(Items from a dataset)

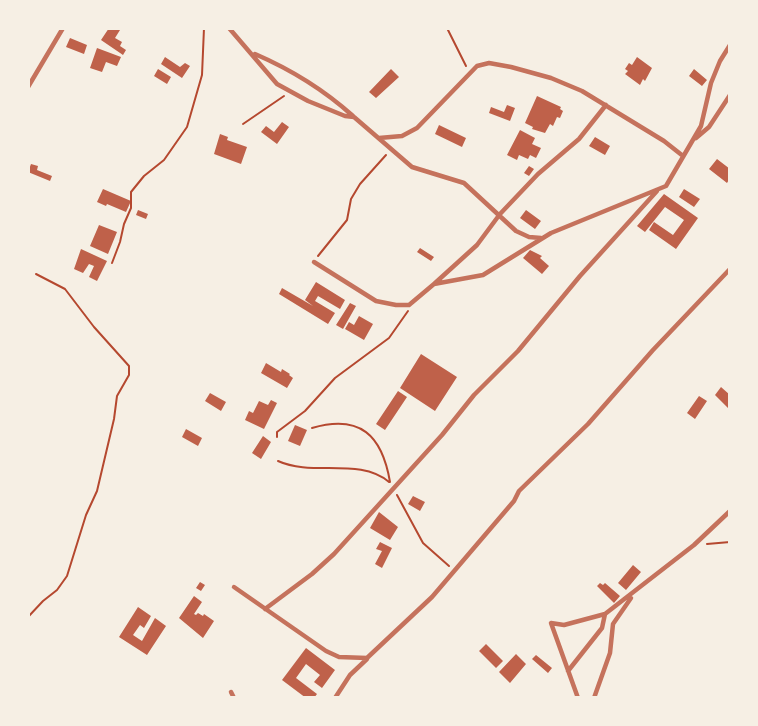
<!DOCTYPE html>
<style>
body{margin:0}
#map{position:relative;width:758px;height:726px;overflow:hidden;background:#f6efe4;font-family:Manrope,sans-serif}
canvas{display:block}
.frame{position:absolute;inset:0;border:30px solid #f6efe4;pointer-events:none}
</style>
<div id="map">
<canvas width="758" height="726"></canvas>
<div class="frame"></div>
</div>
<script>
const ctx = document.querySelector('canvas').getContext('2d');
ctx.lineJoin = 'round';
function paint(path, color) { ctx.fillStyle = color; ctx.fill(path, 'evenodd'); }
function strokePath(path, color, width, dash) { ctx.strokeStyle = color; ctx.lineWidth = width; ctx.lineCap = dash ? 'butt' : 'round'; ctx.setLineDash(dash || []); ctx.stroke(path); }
const building = new Path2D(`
 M109,28L120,30L115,38L122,42L120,46L126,50L123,55L101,40Z
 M70,38L87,45L84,54L66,47Z
 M97,48L121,57L117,66L106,62L102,72L90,68Z
 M165,57L180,67L185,63L190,66L182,78L161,64Z
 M637,57L652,68L645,81L643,79L640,85L625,74L628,71L625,69L629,63L632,65Z
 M158,69L171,77L167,84L154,76Z
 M391,69L399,77L376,98L369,92Z
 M694,69L707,80L702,86L689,76Z
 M537,96L561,107L560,109L563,111L560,118L557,117L553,126L550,124L545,133L532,129L533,127L525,123Z
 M507,105L515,108L510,121L489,113L491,107L504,112Z
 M282,122L289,127L277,144L261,132L266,126L274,132Z
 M439,125L466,138L462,147L435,134Z
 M520,130L535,138L532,144L541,148L536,158L530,155L528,159L519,155L517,160L507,155Z
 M220,134L228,137L227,140L247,147L241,164L214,154Z
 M595,137L610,146L605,155L589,146Z
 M717,159L730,169V178L727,183L709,169Z
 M31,164L38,166L37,170L52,176L50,181L28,172Z
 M529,166L534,169L529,176L524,173Z
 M103,189L131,201L126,212L107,204L106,206L97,202Z
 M684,189L700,199L694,207L679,197Z
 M664,194L698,218L676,249L649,230L654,222L673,235L684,220L665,207L645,232L637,226Z
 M138,210L148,214L146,219L136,215Z
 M526,210L541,221L535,229L520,218Z
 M99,225L117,232L108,254L90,246Z
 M420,248L434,257L431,261L417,252Z
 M81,249L107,261L97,281L89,277L94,266L89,264L83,273L74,269Z
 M530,250L542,256L540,258L549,266L542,274L523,258Z
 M316,282L345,300L340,309L318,296L315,301L335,313L328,324L279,294L282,288L313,306L305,300Z
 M350,303L356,306L343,329L336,325Z
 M359,316L373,324L364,340L345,329L349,322L354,325Z
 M421,354L457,377L435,411L400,388Z
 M266,363L281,372L282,369L290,374L289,375L293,378L287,388L261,373Z
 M721,387L730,395L728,408L715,395Z
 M398,391L407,397L385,430L376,424Z
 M210,393L226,402L221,411L205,401Z
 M699,396L707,401L695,419L687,413Z
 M271,400L277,403L264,429L245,420L249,411L253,413L259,401L268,405Z
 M295,425L307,430L300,446L288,441Z
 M186,429L202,438L198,446L182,437Z
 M263,436L271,442L261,459L252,453Z
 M413,496L425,502L420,511L408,504Z
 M379,512L398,527L390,540L370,528Z
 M380,542L392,548L382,568L375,564L382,551L376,549Z
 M633,565L641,572L626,590L618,583Z
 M200,582L205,585L201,591L196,588Z
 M600,583L603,585L605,583L620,596L614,603L597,586Z
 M194,596L202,602L194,614L196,615L198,613L203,616L204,614L214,621L203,638L179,618Z
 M138,607L151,616L144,628L140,625L133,635L142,641L155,618L166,626L147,655L119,637Z
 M486,644L503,661L496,668L479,651Z
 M306,648L335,670L322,688L314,682L320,675L306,664L296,678L317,694L314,698H306L282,680Z
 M516,654L526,664L510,683L499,672Z
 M536,655L552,668L548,673L532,659Z`);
const path = new Path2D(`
 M447,28L466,66
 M243,124L284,96
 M318,256L347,220L351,199L360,184L386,155
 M112,263L120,242L124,224L131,208V192L144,176L164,160L187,127L202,75L204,28
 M312,428C360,414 382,435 390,482
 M277,437V432L305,411L335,378L389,338L408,311
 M278,461C313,477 359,457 389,482
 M397,495L423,543L449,566
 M707,544L730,542
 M28,617L43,601L57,590L67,576L86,515L97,491L114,419L117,396L129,375V366L94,327L65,289L36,274`);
const minor = new Path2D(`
 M229,28L277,84L308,101L345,116L354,117L412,167L464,183L516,231L529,237L541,238
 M255,54C292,70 323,89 353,116
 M28,87L63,28
 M379,138L402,136L417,128L477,66L489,63L511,67L551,78L582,91L664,141L683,156
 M696,138L709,127L730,95
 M314,262L376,301L396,305H409L434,284L483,275L551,233L666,186L701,126L711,83L720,61L730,45
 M434,284L477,245L500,214L538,174L579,139L606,105
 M234,587L326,651L339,657L367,658L432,597L514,501L519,491L588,424L653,350L730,269
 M265,609L312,574L334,554L442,435L474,395L518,351L580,276L657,191
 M568,671L602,628L605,614
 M231,692L234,698
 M335,698L350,675L367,659
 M578,698L551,623L564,625L605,614L694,545L730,511
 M594,698L610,653L613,624L631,598`);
paint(building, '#bf614a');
strokePath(path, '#b5482f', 2);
strokePath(minor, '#c5725c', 4.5);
</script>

Task: Only the lines from the beginning of the records through the line bearing "M694,69L707,80L702,86L689,76Z" belong in the answer, copied word for word with pictures left out.

Expected answer:
<!DOCTYPE html>
<style>
body{margin:0}
#map{position:relative;width:758px;height:726px;overflow:hidden;background:#f6efe4;font-family:Manrope,sans-serif}
canvas{display:block}
.frame{position:absolute;inset:0;border:30px solid #f6efe4;pointer-events:none}
</style>
<div id="map">
<canvas width="758" height="726"></canvas>
<div class="frame"></div>
</div>
<script>
const ctx = document.querySelector('canvas').getContext('2d');
ctx.lineJoin = 'round';
function paint(path, color) { ctx.fillStyle = color; ctx.fill(path, 'evenodd'); }
function strokePath(path, color, width, dash) { ctx.strokeStyle = color; ctx.lineWidth = width; ctx.lineCap = dash ? 'butt' : 'round'; ctx.setLineDash(dash || []); ctx.stroke(path); }
const building = new Path2D(`
 M109,28L120,30L115,38L122,42L120,46L126,50L123,55L101,40Z
 M70,38L87,45L84,54L66,47Z
 M97,48L121,57L117,66L106,62L102,72L90,68Z
 M165,57L180,67L185,63L190,66L182,78L161,64Z
 M637,57L652,68L645,81L643,79L640,85L625,74L628,71L625,69L629,63L632,65Z
 M158,69L171,77L167,84L154,76Z
 M391,69L399,77L376,98L369,92Z
 M694,69L707,80L702,86L689,76Z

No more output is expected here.